Arrancamos para Abel Tasman bien temprano. Contratamos una lancha que nos llevó a Anchorage, una de las tantas playas de Abel Tasman. El agua, turquesa, las arenas, doradas. Descansamos un rato en esa playa, una bahía con varios yates, kayaks y mucha vegetación.
El agua estaba bastante fría, pero igual dio para darse algún baño que otro. Al rato fuimos a la otra playa cercana Te Pukatea, preciosa como la primera. Era más chica y no había nadie, y aprovechamos para comer refuerzos de jamón y de postre, una banana.
A mi me sorprendieron estas playas, no pensaba que Nueva Zelanda tuviera playas tan bonitas. Hay que aprender de cómo las cuidan los neocelandeses, convirteron a Abel Tasman en un parque nacional. Nada se puede construir, hay lugares para acampar, pero por un período máximo de dos días. Tienen todo un sistema de lanchas, taxis acuáticos y cruceros organizados para los turistas, que son bárbaros pero caros. Hay muchas playas más al norte pero para llegar hay que pagar por un traslado o caminar y caminar.
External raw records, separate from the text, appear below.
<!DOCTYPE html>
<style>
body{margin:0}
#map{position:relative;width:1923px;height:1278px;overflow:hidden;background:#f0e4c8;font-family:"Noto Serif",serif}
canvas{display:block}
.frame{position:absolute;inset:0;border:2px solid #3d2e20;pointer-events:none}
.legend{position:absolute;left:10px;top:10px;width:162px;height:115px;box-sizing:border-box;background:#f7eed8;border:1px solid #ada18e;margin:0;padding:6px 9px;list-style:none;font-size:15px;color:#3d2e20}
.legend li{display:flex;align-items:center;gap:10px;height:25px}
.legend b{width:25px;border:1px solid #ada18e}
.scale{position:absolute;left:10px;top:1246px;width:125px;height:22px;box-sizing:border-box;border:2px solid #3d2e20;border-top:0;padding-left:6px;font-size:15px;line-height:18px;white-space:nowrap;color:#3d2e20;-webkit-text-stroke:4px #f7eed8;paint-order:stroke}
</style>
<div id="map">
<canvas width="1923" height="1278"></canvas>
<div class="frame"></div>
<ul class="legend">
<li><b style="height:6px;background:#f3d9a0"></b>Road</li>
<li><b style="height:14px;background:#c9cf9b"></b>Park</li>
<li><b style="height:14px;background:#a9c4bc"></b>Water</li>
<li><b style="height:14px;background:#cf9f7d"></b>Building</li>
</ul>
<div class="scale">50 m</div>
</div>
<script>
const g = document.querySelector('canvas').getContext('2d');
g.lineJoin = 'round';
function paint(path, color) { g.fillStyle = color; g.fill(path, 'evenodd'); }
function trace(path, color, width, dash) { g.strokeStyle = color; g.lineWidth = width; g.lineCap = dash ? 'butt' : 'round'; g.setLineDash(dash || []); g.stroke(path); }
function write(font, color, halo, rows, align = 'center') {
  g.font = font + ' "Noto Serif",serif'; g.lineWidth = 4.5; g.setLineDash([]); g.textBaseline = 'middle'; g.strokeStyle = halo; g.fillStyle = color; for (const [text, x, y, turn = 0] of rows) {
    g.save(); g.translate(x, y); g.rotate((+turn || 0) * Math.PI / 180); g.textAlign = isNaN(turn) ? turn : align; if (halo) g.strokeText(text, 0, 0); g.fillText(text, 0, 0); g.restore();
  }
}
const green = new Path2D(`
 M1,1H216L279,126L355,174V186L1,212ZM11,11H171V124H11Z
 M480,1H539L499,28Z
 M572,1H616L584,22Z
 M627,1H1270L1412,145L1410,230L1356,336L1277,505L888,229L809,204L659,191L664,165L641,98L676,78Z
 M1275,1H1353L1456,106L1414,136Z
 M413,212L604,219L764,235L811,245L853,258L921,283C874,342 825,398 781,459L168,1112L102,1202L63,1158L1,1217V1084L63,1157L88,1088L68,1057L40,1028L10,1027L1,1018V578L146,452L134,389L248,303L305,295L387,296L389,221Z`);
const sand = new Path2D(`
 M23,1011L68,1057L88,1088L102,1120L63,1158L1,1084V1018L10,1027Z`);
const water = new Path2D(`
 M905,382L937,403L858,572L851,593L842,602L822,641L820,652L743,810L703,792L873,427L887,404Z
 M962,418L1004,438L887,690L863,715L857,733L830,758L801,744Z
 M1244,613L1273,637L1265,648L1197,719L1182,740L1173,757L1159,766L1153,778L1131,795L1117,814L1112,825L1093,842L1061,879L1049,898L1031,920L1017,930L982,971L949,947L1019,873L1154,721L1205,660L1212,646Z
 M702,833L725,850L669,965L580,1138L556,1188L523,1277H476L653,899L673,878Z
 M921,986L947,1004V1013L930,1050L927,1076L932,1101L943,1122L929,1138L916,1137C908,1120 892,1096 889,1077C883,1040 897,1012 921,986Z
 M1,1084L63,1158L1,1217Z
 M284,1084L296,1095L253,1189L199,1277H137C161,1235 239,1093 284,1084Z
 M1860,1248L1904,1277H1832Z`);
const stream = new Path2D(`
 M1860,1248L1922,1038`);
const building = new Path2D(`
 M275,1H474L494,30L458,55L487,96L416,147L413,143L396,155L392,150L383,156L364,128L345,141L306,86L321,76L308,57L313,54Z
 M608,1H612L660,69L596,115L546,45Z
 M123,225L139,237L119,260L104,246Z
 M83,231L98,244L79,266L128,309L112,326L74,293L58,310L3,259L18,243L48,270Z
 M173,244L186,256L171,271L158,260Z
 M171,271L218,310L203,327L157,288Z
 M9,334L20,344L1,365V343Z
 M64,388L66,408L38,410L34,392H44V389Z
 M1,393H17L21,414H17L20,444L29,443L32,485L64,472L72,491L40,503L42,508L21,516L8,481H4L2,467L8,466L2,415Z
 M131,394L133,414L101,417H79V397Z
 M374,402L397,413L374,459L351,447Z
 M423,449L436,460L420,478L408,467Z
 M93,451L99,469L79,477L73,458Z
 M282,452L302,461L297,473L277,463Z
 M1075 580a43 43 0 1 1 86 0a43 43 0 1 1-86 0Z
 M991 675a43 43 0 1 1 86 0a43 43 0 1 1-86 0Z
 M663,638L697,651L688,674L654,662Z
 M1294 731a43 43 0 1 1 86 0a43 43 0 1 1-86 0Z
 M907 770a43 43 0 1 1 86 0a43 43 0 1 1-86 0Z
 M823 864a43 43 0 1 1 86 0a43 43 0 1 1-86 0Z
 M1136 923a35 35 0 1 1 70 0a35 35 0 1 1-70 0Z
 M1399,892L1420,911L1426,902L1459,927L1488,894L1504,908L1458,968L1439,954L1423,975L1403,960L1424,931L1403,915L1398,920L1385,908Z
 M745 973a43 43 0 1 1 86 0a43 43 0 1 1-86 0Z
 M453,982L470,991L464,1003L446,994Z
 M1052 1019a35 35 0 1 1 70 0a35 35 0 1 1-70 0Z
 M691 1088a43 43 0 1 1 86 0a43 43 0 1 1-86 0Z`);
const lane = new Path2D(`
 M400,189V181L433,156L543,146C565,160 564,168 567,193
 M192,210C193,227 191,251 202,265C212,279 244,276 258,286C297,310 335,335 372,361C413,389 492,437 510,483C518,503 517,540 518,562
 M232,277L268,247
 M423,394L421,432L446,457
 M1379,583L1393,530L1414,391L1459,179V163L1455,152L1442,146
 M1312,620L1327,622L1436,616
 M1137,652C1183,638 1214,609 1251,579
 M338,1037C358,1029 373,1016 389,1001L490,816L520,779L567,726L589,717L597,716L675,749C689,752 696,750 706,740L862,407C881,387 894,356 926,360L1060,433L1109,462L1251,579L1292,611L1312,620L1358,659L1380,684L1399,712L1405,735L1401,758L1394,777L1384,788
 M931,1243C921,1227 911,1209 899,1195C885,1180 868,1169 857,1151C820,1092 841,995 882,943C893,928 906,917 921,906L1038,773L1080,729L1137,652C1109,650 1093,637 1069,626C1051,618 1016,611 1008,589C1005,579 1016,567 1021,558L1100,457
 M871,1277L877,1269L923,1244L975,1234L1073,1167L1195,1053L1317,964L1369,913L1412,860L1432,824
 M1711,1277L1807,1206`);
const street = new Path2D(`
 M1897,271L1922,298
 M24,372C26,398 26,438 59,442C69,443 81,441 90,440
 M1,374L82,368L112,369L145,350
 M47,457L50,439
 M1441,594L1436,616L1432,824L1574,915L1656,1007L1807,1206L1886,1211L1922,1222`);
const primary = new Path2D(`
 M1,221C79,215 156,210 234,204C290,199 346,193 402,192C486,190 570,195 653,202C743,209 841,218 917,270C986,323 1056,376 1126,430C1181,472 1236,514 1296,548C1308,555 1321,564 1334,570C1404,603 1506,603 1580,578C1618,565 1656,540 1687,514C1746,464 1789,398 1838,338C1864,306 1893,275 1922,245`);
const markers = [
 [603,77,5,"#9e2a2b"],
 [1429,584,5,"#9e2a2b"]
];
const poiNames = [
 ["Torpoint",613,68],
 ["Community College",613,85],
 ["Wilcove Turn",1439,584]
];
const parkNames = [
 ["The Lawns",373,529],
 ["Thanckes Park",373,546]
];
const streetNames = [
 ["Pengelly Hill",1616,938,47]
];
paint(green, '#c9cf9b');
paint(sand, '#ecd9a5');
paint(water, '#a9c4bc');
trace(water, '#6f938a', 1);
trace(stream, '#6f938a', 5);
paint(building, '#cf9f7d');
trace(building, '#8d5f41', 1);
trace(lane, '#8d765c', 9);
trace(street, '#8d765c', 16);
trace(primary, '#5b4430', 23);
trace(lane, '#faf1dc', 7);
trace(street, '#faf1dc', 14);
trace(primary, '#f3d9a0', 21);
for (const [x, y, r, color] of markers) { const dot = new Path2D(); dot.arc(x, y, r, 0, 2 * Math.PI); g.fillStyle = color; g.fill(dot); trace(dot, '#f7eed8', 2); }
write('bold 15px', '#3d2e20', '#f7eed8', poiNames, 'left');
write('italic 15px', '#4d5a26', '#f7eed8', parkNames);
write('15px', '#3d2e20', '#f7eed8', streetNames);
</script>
Conocimos la primera parte de Abel Tasman, y para volver tuvimos que hacer un trekking por los morros de cuatro horas. Si llegás bien al norte podés pasarte varios días caminando para volver a Marahau, el punto de partida. Llegamos liquidados, y teníamos que hacer al menos cuatro horas hacia el sur, ya que al menos ocho horas nos separaban de Christchurch, donde debíamos devolver la casa rodante al día siguiente, antes de las cuatro.